【インタビュー】グーグル幹部、Google Appsサービス障害の“過剰報道”に苦言
11月20日11時6分配信 Computerworld.jp
http://headlines.yahoo.co.jp/hl?a=20081120-00000000-cwj-inet

マシュー・グロツバック氏がGoogleの公式サイトにアップした投稿の画面

 「最近発生したGoogle Appsのサービス障害をIT関連のマスコミが過剰に報道した結果、当社のホステッド・コラボレーションおよびコミュニケーション・スイートの安定性に関して誤解が生じている」。米国Googleのマシュー・グロツバック(Matthew Glotzbach)氏は、IDG News Serviceとのインタビューでこのような見解を示した。Googleは、当メディアIDG News Serviceについても「過剰報道を行ったマスコミ」とみなしている。

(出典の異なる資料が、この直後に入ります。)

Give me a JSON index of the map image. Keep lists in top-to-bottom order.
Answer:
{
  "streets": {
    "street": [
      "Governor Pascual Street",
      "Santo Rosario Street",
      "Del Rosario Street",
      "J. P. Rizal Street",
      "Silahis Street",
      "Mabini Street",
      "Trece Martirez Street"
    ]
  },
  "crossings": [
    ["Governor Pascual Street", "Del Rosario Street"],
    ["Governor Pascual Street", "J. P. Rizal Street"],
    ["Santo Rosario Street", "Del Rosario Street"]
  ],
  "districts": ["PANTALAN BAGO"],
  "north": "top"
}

 米国Googleでエンタープライズ部門製品管理ディレクターを務めるグロツバック氏は、Googleの公式ブログへの10月30日付けの投稿の中で、「Google AppsなどのWebホステッド型ソフトウェアに対して、可用性(availability)とパフォーマンスに対する監視の目が厳しいのは、インターネット・クラウドという“公的な場”で障害が発生するためだ」と主張している。

 同氏によると、一連のマスコミ報道は、クラウド・アプリケーションの全体的な信頼性について、従来の自社運用型(on-premise)ソフトウェアとの比較を正しく伝えておらず、人々に誤解を与えているという。

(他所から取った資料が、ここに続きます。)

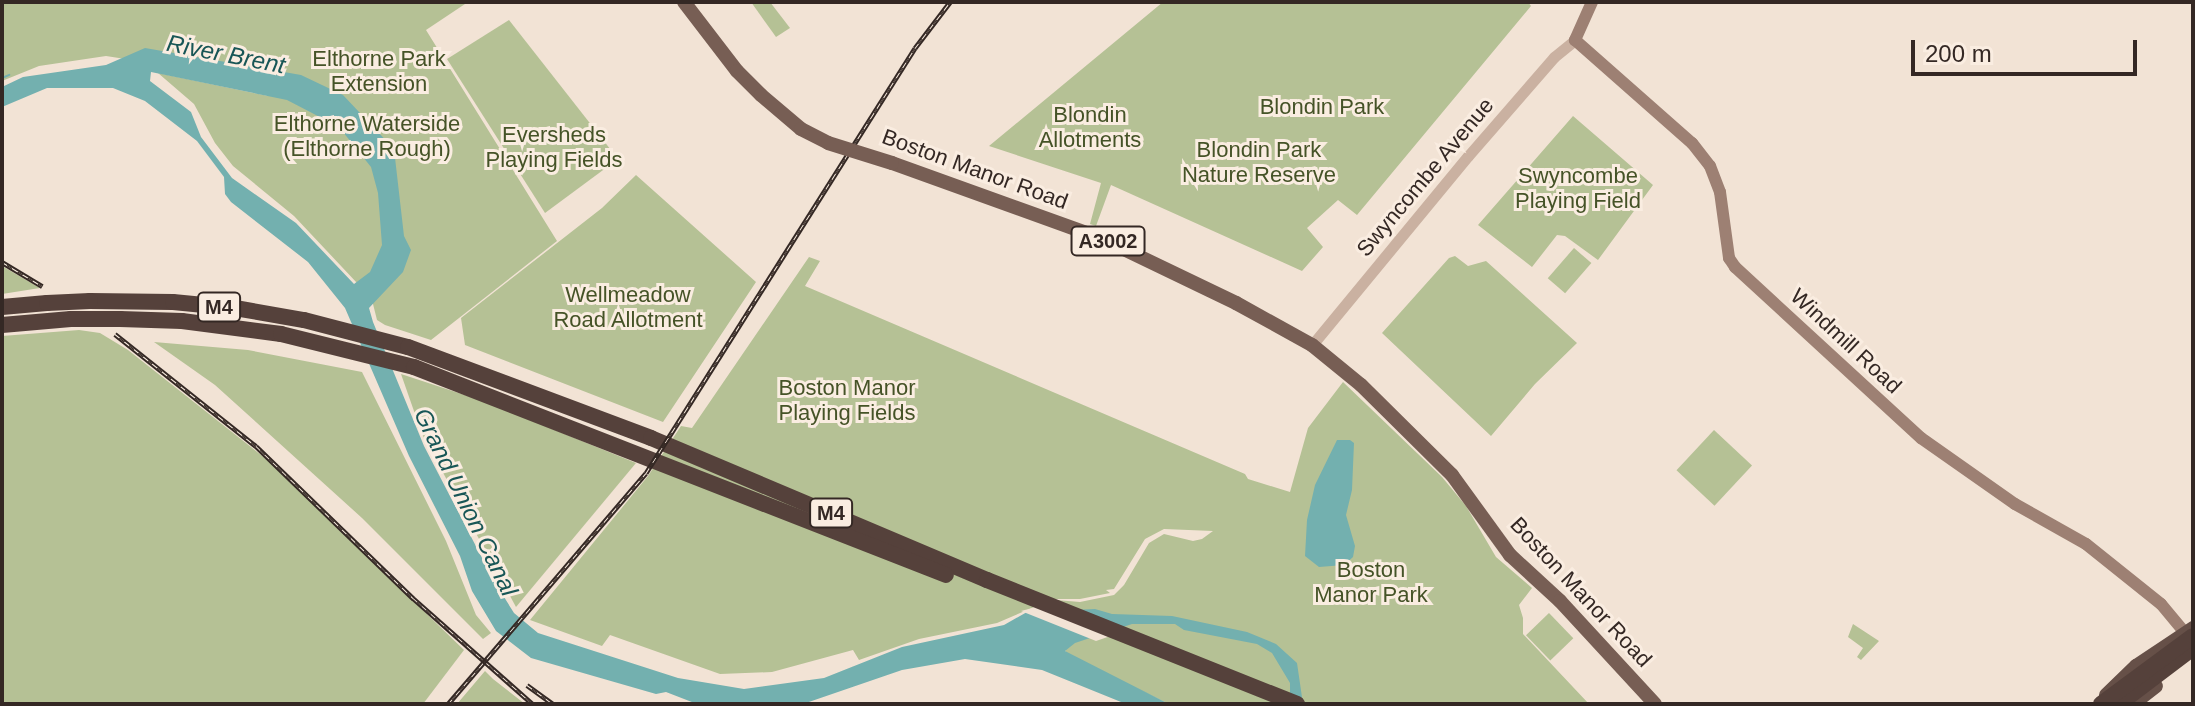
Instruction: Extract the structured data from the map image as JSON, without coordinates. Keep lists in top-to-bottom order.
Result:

 「例えば、昨年のGmailの可用性(サーバ・サイドのエラー率から算出した1ユーザー当たりの平均アップタイム率)は99.9%を上回っており、1カ月当たりのダウンタイムは10~15分にすぎない。米国Radicati Groupの調査リポートでは、自社運用型の電子メール・システムの計画外ダウンタイムは平均30~60分と報告されている。しかも(Google Appsでは必要にならない)購入、インストール、保守管理のコストがかかる」(グロツバック氏)

 グロツバック氏はインタビューの中で、Gmailサービスに24時間以上アクセスできなかったユーザーも出た8月と10月に発生した複数回にわたるサービス障害に関して、Googleサイドからの“妥当な見解”を展開した。

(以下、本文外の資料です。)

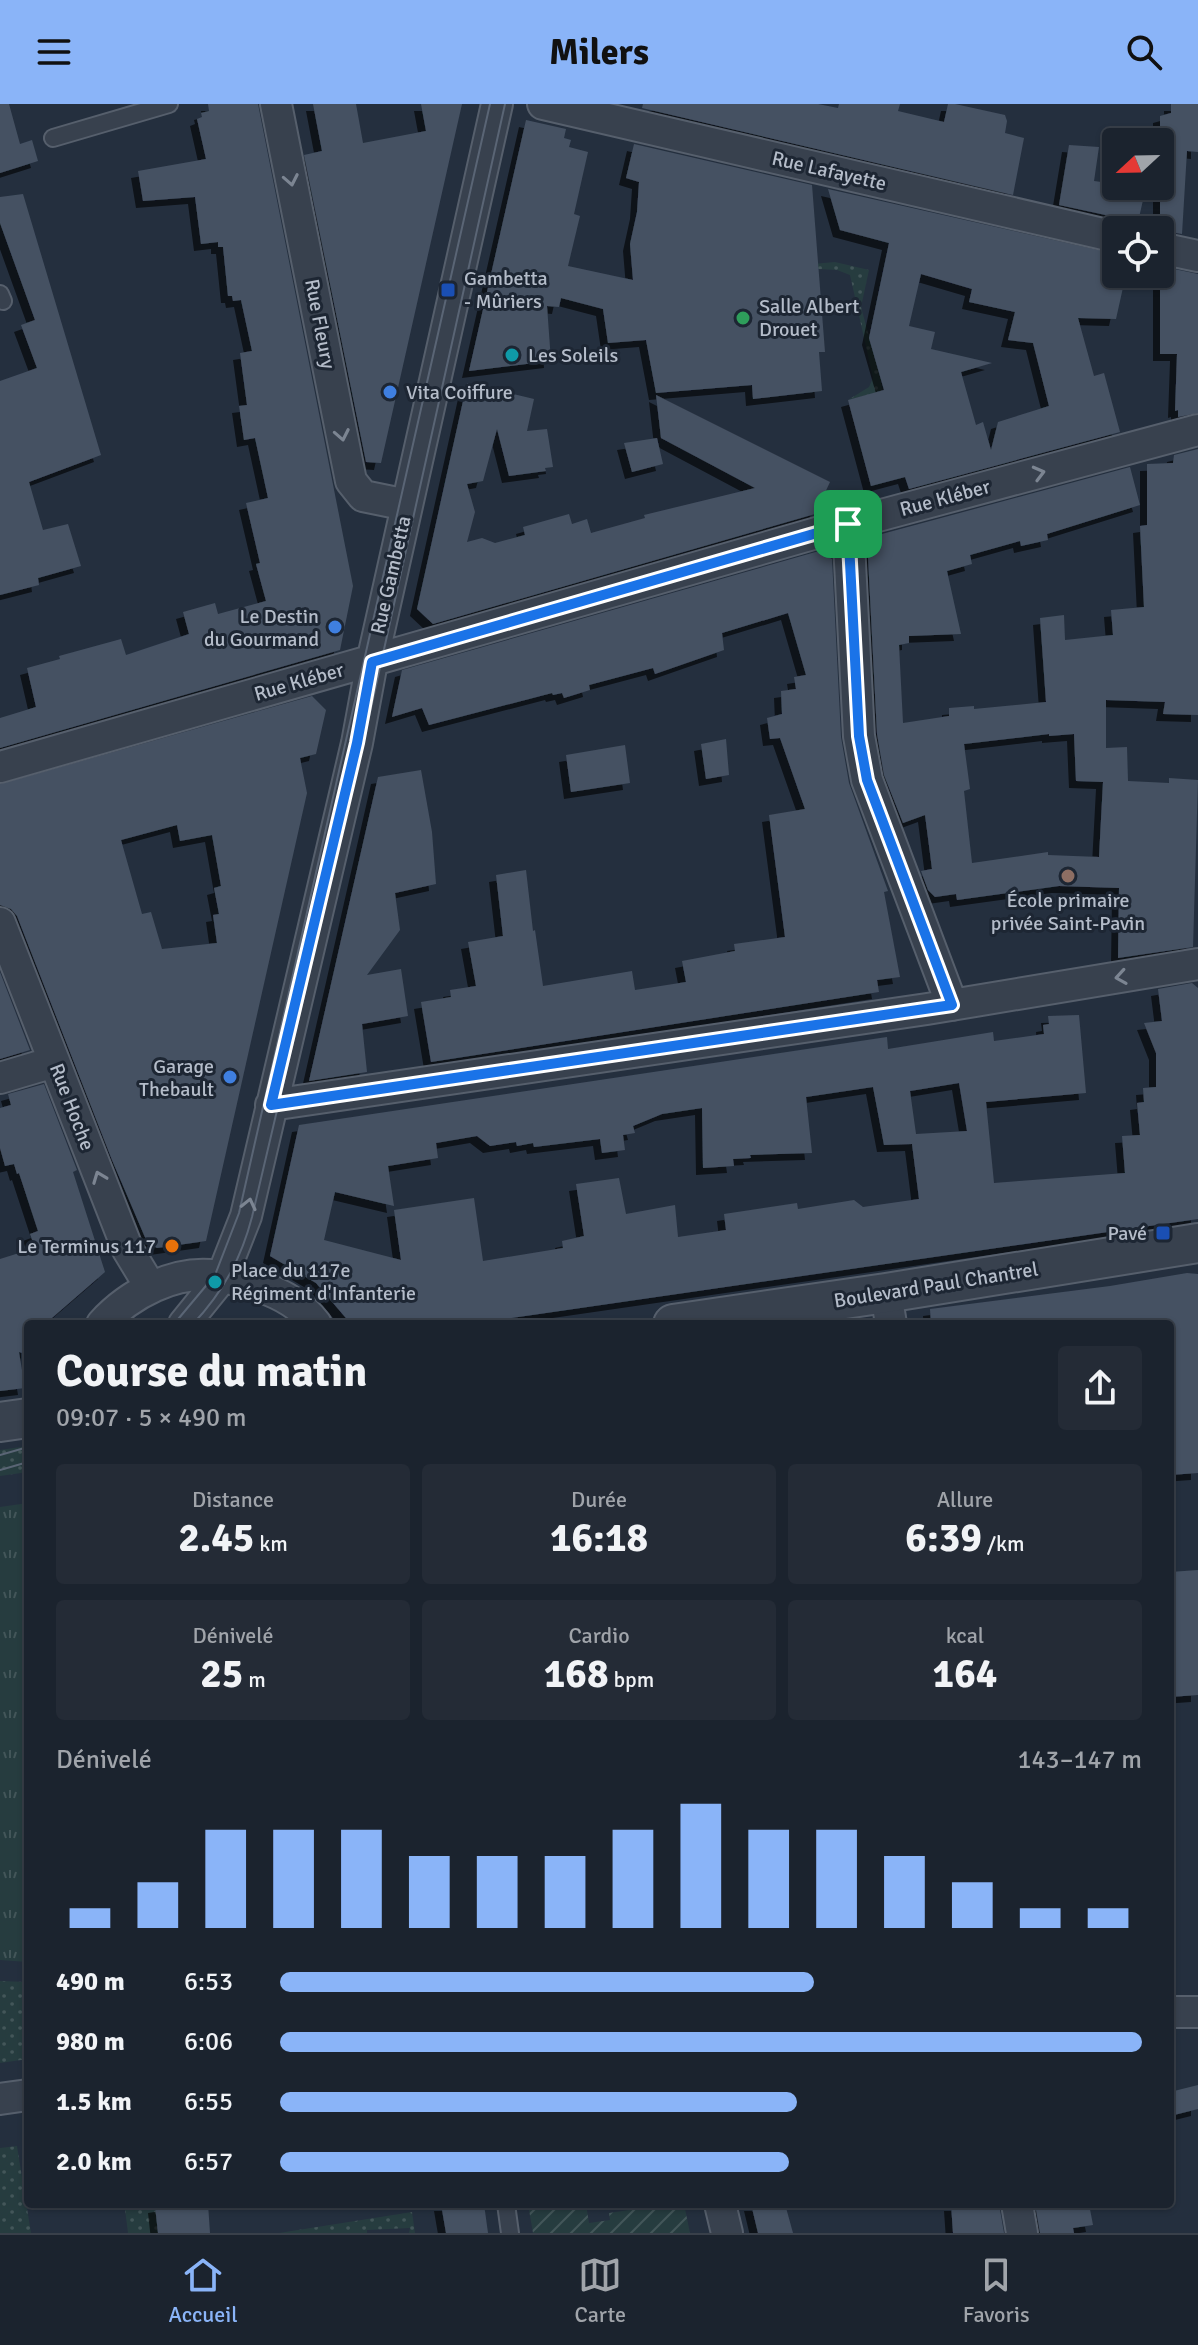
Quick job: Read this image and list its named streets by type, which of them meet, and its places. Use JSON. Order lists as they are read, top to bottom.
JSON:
{
  "streets": {
    "street": [
      "Rue Lafayette",
      "Rue Fleury",
      "Rue Kléber",
      "Rue Gambetta",
      "Rue Hoche",
      "Boulevard Paul Chantrel"
    ]
  },
  "crossings": [
    ["Rue Fleury", "Rue Gambetta"],
    ["Rue Kléber", "Rue Gambetta"]
  ],
  "one_way": ["Rue Fleury", "Rue Hoche"],
  "places": {
    "transit": ["Gambetta - Mûriers", "Pavé"],
    "other": [
      "Salle Albert Drouet",
      "Les Soleils",
      "Vita Coiffure",
      "Le Destin du Gourmand",
      "École primaire privée Saint-Pavin",
      "Garage Thebault",
      "Le Terminus 117",
      "Place du 117e Régiment d'Infanterie"
    ]
  },
  "north": "left",
  "page": {
    "header": "Milers",
    "heading": ["Course du matin", "09:07 · 5 × 490 m"],
    "stats": [
      ["Distance", "2.45 km"],
      ["Durée", "16:18"],
      ["Allure", "6:39 /km"],
      ["Dénivelé", "25 m"],
      ["Cardio", "168 bpm"],
      ["kcal", "164"]
    ],
    "chart": ["Dénivelé", "143–147 m"],
    "list": [
      {
        "name": "490 m",
        "note": "6:53"
      },
      {
        "name": "980 m",
        "note": "6:06"
      },
      {
        "name": "1.5 km",
        "note": "6:55"
      },
      {
        "name": "2.0 km",
        "note": "6:57"
      }
    ],
    "tabs": ["Accueil", "Carte", "Favoris"]
  }
}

――最近のブログへの投稿でGmailとAppsの信頼性とパフォーマンスについて書いているが、その要点についてあらためて説明してほしい。

 一般的に、クラウドの信頼性は、平均的なエンタープライズITシステムの信頼性に比べて監視の目が厳しい。もちろん、そのこと自体は結構なことである。厳しく監視されることによって、クラウドの品質を高く維持できる。しかし、人々の認識は現実よりも誇張されやすいものだ。

 ごくわずかなユーザーにだけ影響がある場合でも、あたかも大部分のユーザーに影響を及ぼす深刻な障害として報道される。もちろん、(障害が)許容されるべきだと言っているわけではない。100%の信頼性が期待されてしかるべきで、それは当社の目指すゴールでもある。100%の信頼性を達成できれば常に稼働状態を維持することができ、何の議論も起こらなくなるはずだ。Google.comではこのゴールド・スタンダードをすでに達成しており、いずれは Google Appsでも実現したい。

――Gmailで24時間を超える障害が発生した原因はどこにあったのか。

 まず、実際にユーザーが24時間以上もサービスにアクセスできない状態になることはごくまれなケースであることを理解していただきたい。障害の報告がなされた場合も、障害の合計時間が12時間であれ、24時間であれ、その間にユーザーに実影響を及ぼすのは10分前後にすぎない。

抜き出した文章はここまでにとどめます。